The study states that besides age and BMI, "all other [control] data were
treated as categorical variables in the model."

It's clear the study's authors don't sensitively control for patients'
angiotensin-renin-aldosterone system health.

There's strong subject selection bias in "initial disease severity" as well
when some subjects die at home and others go to the ER mistaking mild Covid
for heart attack symptoms.

------
jakeogh
Retracted:
[https://www.thelancet.com/lancet/article/s0140673620313246](https://www.thelancet.com/lancet/article/s0140673620313246)
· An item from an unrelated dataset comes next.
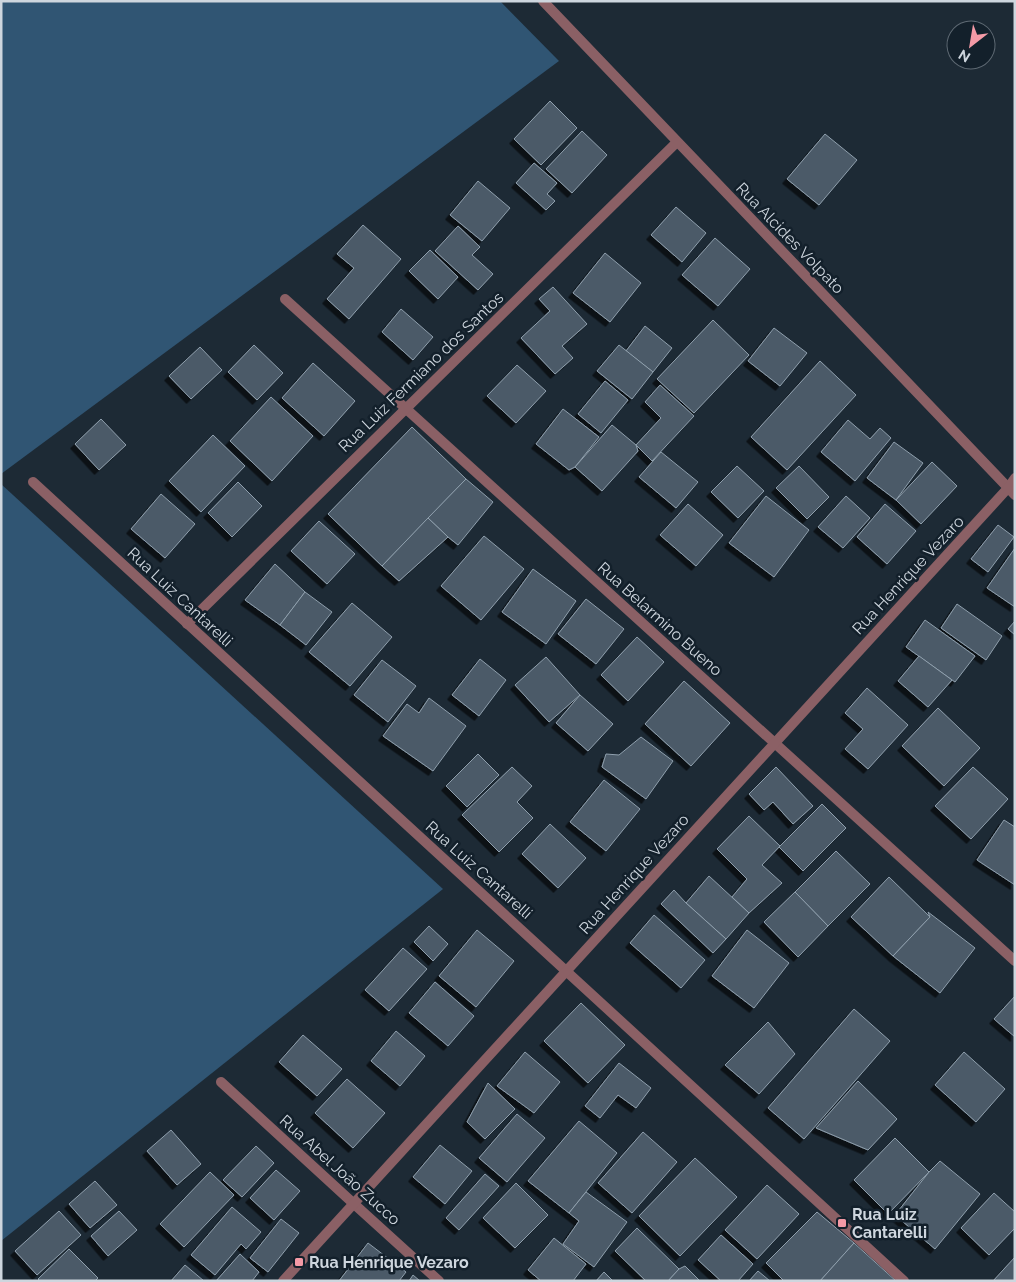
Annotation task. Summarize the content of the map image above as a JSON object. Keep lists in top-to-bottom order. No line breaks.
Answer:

[https://twitter.com/TheLancet/status/1268613313702891523](https://twitter.com/TheLancet/status/1268613313702891523)

------
jakeogh
More technical discusson:
[https://news.ycombinator.com/item?id=23273615](https://news.ycombinator.com/item?id=23273615)

------
fzeroracer
There were multiple posters here on HN advocating for Hydroxychloroquine
saying that it's safe, that you have nothing to lose otherwise and that it's
better to try something than do nothing.

So unfortunately what we have here is a textbook example of people falling for
a cargo cult surrounding a drug whose efficacy wasn't confirmed at all. Even
if a drug seems safe and has few side effects, you should never self-dose or
listen to people without medical consensus.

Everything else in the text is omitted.